Every line of the material below needs to be copied exactly; omit the pictures.

[Opening DATA SECTION section]

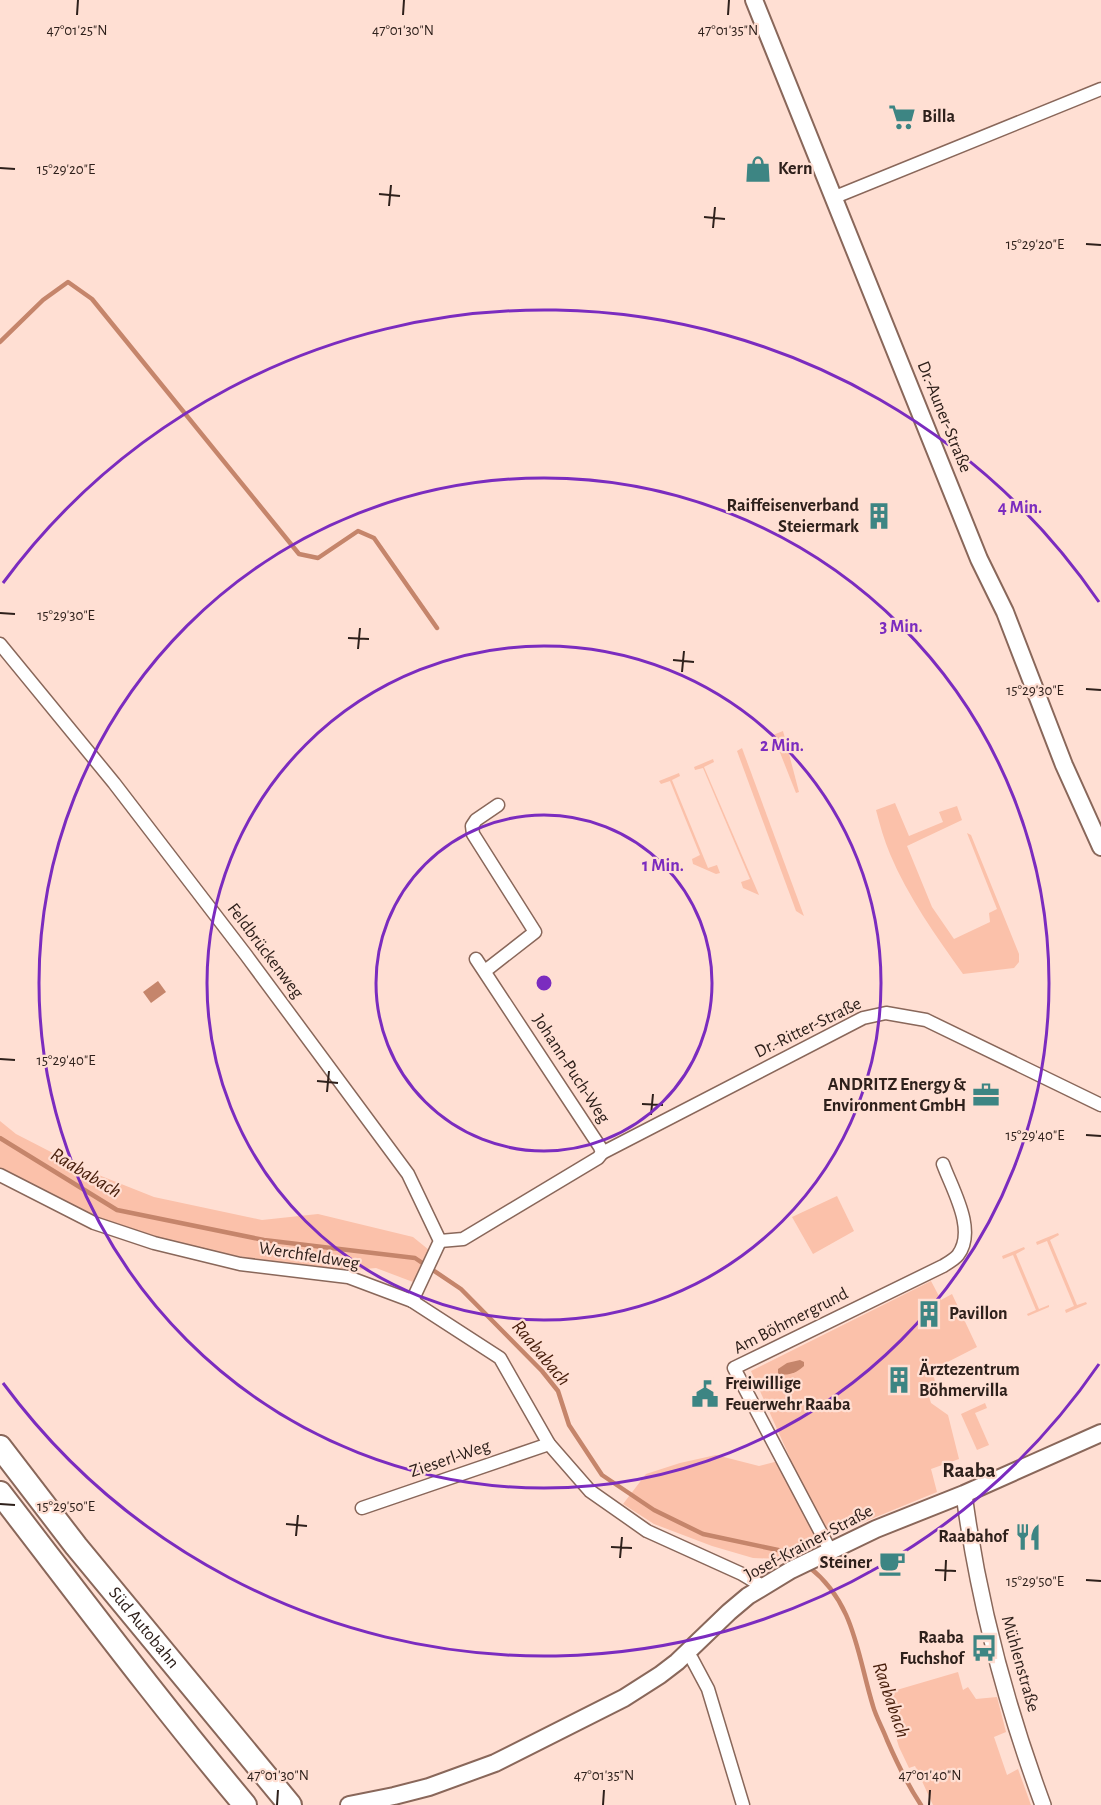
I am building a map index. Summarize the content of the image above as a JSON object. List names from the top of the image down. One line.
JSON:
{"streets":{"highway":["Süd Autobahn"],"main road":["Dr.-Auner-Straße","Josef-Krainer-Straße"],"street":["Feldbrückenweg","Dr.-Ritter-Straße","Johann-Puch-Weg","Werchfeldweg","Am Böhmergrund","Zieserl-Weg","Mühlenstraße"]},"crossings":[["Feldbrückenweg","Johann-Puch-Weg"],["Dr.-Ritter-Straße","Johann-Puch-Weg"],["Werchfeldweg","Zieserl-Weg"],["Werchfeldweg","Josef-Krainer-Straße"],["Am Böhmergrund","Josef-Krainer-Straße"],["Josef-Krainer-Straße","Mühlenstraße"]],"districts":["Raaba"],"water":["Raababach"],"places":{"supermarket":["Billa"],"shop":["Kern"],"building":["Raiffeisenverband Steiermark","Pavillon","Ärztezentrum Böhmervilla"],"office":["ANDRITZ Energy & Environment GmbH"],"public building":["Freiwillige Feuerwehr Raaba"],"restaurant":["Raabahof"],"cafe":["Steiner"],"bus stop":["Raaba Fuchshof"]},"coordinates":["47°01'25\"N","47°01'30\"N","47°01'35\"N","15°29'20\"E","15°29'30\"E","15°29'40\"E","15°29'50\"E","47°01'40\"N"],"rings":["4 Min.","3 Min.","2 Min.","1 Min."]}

[Closing DATA SECTION section]

### [RESPONSE TO THE TASK]
I am building a map index. Summarize the content of the image above as a JSON object. List names from the top of the image down. One line.
JSON:
{"streets":{"highway":["Süd Autobahn"],"main road":["Dr.-Auner-Straße","Josef-Krainer-Straße"],"street":["Feldbrückenweg","Dr.-Ritter-Straße","Johann-Puch-Weg","Werchfeldweg","Am Böhmergrund","Zieserl-Weg","Mühlenstraße"]},"crossings":[["Feldbrückenweg","Johann-Puch-Weg"],["Dr.-Ritter-Straße","Johann-Puch-Weg"],["Werchfeldweg","Zieserl-Weg"],["Werchfeldweg","Josef-Krainer-Straße"],["Am Böhmergrund","Josef-Krainer-Straße"],["Josef-Krainer-Straße","Mühlenstraße"]],"districts":["Raaba"],"water":["Raababach"],"places":{"supermarket":["Billa"],"shop":["Kern"],"building":["Raiffeisenverband Steiermark","Pavillon","Ärztezentrum Böhmervilla"],"office":["ANDRITZ Energy & Environment GmbH"],"public building":["Freiwillige Feuerwehr Raaba"],"restaurant":["Raabahof"],"cafe":["Steiner"],"bus stop":["Raaba Fuchshof"]},"coordinates":["47°01'25\"N","47°01'30\"N","47°01'35\"N","15°29'20\"E","15°29'30\"E","15°29'40\"E","15°29'50\"E","47°01'40\"N"],"rings":["4 Min.","3 Min.","2 Min.","1 Min."]}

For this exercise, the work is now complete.